The task: Go over the material below and report every line that contains the word "minor".

============

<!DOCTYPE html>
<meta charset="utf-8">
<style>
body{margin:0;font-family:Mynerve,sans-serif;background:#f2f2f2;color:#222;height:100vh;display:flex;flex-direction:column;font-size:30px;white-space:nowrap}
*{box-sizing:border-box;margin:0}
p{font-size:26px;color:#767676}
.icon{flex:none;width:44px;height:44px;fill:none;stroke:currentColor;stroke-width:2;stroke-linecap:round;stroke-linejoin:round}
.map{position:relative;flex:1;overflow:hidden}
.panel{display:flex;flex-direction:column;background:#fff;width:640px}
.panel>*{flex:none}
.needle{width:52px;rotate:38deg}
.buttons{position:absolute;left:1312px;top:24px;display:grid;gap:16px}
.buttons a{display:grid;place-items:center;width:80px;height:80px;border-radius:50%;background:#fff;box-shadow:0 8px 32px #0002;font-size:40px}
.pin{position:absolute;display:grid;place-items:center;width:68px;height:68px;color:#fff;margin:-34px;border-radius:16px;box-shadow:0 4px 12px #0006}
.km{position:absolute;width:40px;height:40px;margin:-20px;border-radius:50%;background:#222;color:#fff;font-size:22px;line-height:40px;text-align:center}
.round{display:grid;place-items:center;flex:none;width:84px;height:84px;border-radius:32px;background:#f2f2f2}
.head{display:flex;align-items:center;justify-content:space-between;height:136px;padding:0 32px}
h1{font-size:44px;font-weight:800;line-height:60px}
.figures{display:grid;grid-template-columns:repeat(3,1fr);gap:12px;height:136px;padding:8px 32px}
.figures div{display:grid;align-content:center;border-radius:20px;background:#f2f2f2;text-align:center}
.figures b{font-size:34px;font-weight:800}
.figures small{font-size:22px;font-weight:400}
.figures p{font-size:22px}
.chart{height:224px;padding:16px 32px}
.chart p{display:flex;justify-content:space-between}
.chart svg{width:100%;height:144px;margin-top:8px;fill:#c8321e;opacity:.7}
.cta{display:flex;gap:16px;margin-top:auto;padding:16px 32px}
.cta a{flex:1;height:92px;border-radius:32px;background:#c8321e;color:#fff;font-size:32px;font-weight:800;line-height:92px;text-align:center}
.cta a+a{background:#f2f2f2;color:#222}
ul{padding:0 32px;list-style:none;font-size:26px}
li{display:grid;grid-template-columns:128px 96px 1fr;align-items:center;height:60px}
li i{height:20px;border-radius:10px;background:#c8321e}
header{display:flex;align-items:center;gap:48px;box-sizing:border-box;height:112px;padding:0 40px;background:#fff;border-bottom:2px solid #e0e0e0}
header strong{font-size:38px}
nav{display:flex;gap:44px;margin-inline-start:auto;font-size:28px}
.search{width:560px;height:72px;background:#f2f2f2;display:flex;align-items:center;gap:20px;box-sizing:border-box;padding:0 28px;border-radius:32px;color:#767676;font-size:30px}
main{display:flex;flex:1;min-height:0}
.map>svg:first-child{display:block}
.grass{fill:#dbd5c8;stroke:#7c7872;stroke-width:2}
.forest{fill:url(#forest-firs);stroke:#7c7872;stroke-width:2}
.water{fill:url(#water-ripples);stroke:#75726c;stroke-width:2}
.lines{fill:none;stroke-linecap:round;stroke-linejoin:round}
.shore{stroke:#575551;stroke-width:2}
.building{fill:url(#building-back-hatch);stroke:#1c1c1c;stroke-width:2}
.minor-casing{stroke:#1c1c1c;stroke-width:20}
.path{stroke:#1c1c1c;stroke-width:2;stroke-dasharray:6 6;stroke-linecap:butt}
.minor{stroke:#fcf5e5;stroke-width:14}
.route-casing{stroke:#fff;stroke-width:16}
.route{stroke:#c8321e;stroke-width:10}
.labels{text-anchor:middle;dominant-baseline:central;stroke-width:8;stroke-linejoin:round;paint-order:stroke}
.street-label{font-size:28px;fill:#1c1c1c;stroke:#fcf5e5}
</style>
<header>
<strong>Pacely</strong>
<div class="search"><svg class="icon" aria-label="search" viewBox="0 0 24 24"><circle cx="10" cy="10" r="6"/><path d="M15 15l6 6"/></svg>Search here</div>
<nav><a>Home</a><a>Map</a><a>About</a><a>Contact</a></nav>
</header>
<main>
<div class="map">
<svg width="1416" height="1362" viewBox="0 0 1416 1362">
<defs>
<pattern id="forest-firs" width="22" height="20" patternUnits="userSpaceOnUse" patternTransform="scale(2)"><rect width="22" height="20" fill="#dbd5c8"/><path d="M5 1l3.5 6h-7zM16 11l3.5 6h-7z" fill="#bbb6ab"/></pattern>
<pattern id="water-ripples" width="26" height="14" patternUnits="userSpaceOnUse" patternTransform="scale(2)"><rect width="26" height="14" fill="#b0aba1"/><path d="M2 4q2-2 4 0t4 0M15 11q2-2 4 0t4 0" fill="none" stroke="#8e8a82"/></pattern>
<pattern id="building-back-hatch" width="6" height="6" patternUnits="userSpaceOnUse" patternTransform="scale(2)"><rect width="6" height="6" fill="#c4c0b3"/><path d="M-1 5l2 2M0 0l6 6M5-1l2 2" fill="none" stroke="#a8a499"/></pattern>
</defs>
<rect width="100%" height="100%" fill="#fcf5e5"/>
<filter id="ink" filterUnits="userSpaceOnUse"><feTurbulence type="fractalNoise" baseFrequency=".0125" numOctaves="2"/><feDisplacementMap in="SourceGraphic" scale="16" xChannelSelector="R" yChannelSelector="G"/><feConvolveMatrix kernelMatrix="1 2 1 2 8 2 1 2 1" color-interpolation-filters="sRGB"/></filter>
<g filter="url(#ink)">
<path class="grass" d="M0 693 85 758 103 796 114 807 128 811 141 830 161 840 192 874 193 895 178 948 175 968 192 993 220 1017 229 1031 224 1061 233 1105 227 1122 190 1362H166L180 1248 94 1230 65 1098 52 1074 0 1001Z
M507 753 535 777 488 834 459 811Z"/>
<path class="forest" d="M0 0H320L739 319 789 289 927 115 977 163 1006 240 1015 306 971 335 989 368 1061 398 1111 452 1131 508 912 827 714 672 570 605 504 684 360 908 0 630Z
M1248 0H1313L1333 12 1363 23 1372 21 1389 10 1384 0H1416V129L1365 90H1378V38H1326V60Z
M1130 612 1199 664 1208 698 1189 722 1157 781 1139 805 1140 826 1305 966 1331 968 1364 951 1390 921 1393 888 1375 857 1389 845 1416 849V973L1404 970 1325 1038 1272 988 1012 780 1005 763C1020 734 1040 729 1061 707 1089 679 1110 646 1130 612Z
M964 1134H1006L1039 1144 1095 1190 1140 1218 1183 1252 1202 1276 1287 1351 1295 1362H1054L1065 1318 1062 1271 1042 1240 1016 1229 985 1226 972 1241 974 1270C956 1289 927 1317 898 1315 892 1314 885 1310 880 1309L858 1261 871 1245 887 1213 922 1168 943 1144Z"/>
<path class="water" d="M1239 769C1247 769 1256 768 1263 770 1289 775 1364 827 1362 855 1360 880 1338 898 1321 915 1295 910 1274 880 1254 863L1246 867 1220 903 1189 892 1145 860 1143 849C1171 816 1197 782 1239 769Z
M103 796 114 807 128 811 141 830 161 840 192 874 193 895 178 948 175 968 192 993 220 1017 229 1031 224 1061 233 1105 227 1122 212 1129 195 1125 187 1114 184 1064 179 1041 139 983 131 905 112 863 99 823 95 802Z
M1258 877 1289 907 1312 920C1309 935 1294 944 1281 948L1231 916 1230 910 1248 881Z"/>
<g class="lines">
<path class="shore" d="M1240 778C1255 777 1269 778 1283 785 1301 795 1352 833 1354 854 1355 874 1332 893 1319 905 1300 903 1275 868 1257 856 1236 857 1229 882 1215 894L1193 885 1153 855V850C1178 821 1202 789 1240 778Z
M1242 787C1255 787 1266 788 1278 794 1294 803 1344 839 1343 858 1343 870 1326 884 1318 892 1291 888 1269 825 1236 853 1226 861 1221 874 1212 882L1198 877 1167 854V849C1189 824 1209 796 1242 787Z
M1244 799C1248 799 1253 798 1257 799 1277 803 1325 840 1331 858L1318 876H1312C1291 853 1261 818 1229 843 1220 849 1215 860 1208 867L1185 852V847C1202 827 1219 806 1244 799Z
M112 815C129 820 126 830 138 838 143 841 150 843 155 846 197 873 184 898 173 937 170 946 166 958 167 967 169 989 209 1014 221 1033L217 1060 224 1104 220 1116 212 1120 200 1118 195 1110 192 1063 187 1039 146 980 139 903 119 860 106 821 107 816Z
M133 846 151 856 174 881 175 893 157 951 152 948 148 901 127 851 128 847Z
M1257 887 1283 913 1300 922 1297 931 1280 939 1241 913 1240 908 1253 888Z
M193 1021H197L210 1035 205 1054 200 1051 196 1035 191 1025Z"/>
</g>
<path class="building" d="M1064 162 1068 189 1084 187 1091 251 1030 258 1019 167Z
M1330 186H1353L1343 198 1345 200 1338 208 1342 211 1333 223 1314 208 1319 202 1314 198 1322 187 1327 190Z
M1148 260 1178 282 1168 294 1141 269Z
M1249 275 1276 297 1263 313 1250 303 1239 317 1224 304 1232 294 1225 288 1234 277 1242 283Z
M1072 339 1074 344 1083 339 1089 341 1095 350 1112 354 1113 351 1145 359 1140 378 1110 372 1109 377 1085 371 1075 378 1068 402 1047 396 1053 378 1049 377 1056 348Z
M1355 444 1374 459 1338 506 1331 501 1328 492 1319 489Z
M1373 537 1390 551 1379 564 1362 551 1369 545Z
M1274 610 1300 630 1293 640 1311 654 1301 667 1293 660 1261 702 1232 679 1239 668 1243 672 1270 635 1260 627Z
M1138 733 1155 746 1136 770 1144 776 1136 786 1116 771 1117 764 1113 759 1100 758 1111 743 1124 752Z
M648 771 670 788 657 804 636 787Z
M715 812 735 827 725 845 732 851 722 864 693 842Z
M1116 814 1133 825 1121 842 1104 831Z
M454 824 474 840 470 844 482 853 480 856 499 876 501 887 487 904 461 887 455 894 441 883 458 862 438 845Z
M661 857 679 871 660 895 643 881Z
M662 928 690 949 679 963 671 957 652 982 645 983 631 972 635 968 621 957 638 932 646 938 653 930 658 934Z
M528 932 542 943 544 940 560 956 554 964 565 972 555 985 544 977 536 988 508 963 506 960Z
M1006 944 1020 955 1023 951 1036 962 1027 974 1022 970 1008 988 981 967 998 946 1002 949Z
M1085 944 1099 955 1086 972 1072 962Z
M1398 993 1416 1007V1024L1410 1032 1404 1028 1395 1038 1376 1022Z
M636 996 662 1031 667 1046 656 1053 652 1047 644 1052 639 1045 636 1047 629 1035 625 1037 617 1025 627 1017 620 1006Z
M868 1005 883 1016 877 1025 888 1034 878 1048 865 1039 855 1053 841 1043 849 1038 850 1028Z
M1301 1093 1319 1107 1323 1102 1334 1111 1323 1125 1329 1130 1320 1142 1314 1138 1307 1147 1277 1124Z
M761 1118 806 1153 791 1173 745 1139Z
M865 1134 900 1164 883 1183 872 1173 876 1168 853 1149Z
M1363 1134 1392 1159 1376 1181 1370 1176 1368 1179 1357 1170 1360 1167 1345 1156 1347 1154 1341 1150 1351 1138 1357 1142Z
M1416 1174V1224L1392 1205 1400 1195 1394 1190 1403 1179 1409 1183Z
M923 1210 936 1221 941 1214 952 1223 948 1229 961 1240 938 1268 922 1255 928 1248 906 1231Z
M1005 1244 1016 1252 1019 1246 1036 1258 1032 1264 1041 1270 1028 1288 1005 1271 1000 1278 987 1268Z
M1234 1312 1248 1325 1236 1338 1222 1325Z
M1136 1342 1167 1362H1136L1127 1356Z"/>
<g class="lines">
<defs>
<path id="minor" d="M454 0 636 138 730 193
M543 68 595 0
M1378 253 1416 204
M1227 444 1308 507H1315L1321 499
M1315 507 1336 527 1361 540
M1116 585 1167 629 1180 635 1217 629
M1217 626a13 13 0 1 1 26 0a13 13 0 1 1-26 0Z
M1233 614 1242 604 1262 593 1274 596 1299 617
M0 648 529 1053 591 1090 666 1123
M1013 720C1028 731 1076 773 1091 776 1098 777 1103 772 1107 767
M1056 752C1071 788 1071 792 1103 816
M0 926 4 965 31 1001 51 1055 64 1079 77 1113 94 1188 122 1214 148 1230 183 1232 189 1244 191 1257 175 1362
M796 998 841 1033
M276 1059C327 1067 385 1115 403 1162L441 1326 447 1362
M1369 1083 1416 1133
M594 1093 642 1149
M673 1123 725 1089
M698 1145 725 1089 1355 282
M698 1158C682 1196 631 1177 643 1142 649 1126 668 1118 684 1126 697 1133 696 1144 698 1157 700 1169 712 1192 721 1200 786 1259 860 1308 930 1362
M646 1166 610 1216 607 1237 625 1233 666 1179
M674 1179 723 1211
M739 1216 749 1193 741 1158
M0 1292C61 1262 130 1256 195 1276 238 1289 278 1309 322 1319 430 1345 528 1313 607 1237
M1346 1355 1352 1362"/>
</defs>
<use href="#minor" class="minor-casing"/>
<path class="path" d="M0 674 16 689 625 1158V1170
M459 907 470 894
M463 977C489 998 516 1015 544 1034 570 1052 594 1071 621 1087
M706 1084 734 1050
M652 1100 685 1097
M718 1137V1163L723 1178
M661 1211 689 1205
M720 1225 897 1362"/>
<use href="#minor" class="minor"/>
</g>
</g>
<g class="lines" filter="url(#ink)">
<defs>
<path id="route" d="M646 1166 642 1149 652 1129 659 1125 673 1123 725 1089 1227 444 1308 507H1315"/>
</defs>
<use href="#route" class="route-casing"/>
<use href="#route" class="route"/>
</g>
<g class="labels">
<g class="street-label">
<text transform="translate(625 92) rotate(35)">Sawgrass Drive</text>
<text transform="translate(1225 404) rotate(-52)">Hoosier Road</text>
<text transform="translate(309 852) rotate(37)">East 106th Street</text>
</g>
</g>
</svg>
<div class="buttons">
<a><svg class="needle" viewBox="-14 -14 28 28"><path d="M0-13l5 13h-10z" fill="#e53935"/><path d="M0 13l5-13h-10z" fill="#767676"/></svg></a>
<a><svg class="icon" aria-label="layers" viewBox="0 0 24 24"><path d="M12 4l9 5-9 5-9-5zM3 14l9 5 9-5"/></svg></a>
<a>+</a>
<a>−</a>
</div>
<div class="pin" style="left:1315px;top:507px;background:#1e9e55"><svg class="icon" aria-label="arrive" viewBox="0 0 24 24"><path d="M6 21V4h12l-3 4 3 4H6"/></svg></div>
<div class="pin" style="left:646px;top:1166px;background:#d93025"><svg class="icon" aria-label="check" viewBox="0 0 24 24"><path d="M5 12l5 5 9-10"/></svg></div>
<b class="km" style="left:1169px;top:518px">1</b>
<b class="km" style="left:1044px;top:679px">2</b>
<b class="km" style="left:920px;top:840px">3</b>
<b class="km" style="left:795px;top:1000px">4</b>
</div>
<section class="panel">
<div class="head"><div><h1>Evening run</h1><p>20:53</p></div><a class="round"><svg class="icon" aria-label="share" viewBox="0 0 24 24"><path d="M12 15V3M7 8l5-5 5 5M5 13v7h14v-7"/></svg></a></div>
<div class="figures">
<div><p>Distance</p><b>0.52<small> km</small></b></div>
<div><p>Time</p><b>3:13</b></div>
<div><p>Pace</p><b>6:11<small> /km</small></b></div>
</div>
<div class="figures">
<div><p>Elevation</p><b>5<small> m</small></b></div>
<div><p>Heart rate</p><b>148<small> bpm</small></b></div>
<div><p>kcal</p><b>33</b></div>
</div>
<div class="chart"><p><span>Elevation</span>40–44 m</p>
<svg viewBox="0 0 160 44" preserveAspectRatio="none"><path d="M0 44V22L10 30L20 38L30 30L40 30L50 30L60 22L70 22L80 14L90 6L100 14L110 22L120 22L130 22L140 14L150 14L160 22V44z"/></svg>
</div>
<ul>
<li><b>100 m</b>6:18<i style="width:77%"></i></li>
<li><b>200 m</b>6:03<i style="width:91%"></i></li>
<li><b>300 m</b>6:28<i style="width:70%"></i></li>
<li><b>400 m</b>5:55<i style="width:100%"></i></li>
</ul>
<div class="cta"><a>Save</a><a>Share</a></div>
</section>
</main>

============

Output for this exercise:
.minor-casing{stroke:#1c1c1c;stroke-width:20}
.minor{stroke:#fcf5e5;stroke-width:14}
<path id="minor" d="M454 0 636 138 730 193
<use href="#minor" class="minor-casing"/>
<use href="#minor" class="minor"/>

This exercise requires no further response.